On August 18th we welcomed two amazing underwater photographers, Andrew Sallmon & Allison Sallmon with the hopes of sharking out very very far into the Pacific. When the ocean threw some solid swell at us, we decided it was best to re-think our plan and stay a more standard distance offshore – and what an amazing decision that was.
Between two sets of Mola-molas under patties, chumming up and swimming with a Smooth Hammerhead shark for HOURS (perhaps a San Diego first in recent years?), witnessing a juvenile white shark from the surface (Nick and I got in to no avail), and enjoying over a handful of blue whales on the ride back including a mother and calf, it doesn’t really get more amazing.
The 7-8 foot female hung around for 3 hours alternating between making passes and circling the boat. Everyone in the water was very comfortable with her, and she had such a calm disposition. Their heads are so much larger than I expected!
Three days later, we spotted another hammerhead only 2 miles off shore, and yet another one while chumming for blue and mako sharks later that day.

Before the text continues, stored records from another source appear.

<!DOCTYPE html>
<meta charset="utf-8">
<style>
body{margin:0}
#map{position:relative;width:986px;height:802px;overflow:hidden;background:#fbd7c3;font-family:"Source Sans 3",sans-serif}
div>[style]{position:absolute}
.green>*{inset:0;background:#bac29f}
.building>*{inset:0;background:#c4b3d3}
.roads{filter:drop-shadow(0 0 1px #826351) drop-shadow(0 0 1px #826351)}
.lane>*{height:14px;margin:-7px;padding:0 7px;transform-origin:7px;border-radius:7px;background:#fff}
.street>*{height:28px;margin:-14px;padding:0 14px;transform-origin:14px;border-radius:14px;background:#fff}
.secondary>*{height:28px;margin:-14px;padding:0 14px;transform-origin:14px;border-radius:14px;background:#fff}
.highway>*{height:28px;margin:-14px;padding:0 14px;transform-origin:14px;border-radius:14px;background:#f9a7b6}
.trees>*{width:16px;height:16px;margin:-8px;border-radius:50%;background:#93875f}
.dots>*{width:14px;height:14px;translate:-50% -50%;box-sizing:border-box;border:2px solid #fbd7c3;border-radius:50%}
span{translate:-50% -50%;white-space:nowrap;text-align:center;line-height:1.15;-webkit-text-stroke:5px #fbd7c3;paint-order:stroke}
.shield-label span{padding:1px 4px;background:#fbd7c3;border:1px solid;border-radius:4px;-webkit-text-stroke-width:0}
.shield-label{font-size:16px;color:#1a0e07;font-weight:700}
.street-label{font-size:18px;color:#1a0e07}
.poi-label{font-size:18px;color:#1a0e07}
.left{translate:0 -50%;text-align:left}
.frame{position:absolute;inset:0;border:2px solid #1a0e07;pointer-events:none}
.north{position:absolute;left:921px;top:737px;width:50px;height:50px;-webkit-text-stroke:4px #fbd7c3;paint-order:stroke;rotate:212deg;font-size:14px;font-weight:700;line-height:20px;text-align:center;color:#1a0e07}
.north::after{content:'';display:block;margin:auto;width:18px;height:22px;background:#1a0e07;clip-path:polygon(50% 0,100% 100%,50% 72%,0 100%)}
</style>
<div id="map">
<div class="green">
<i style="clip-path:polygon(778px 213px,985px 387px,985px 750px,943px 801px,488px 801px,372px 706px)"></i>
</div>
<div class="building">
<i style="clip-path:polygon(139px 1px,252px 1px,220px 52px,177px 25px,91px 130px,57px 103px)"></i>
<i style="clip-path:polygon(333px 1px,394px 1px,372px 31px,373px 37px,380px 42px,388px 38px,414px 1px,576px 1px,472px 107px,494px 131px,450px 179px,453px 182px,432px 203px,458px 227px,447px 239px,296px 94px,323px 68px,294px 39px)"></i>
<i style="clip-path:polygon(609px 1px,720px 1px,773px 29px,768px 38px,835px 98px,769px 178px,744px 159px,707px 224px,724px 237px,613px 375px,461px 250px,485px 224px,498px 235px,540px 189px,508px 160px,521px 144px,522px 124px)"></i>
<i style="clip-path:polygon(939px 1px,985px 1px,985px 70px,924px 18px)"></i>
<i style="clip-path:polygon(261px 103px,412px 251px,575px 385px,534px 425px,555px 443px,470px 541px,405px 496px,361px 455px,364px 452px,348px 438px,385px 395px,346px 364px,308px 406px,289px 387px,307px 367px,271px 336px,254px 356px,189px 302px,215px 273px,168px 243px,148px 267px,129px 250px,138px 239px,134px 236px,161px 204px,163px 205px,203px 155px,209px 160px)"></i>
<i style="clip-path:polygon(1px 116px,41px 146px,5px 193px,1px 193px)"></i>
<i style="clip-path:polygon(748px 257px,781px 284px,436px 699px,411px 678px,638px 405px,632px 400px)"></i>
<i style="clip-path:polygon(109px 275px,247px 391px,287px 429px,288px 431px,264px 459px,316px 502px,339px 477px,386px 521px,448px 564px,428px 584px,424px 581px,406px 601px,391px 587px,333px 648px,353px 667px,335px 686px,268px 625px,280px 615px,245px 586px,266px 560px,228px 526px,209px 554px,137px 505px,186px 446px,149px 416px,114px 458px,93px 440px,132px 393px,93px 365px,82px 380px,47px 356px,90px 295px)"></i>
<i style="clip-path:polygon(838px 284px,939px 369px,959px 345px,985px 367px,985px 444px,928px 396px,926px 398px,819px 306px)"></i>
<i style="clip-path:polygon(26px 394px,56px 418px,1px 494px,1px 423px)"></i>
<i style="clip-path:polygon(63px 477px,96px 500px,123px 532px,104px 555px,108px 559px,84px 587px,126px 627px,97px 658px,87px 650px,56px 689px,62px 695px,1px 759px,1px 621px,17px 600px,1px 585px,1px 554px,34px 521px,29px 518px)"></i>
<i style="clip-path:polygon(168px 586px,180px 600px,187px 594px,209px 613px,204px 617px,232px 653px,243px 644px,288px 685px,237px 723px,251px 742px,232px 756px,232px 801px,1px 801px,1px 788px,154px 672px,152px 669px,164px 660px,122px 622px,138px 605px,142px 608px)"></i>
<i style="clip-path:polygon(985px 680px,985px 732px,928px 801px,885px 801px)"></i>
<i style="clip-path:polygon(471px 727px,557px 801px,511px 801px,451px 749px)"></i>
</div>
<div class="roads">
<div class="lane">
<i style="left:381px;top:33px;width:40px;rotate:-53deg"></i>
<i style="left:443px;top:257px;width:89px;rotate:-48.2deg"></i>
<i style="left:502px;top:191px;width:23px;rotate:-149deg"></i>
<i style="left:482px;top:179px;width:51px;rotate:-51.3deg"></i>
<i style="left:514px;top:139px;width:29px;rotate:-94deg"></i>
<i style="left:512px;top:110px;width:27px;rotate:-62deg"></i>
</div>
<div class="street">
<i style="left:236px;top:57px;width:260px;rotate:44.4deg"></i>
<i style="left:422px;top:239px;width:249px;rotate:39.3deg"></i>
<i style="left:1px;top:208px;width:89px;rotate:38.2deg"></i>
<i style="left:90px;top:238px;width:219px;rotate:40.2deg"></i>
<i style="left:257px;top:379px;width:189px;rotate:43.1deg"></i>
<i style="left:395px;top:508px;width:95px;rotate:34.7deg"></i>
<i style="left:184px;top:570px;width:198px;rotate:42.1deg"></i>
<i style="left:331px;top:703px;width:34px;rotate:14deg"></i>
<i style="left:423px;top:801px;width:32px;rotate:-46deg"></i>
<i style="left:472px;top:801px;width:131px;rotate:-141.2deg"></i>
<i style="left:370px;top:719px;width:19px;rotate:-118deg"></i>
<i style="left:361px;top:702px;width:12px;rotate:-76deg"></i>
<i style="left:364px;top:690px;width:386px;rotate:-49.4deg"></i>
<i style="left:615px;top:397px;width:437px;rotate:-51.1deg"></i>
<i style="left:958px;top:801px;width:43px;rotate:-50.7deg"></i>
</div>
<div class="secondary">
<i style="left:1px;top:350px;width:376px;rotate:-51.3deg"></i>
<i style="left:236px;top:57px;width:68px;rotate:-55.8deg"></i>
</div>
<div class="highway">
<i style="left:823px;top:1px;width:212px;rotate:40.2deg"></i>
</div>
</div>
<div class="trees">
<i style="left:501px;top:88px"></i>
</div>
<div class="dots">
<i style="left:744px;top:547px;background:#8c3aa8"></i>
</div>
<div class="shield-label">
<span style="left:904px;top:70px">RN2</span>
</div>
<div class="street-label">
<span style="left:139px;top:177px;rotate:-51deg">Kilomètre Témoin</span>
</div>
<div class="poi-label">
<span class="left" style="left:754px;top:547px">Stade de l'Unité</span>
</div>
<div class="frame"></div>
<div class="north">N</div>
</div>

Ranging from 3-20 feet long, hammerheads are normally seen in warm waters and are one of the few sharks that school during the daytime and become solitary hunters at night. This one that we had the pleasure of getting in the water with was also alone, and several studies have suggested that sightings in Southern California are associated with warm-water events. I guess one of the upsides of this warm water driving away blue and mako sharks is that we get hammerheads!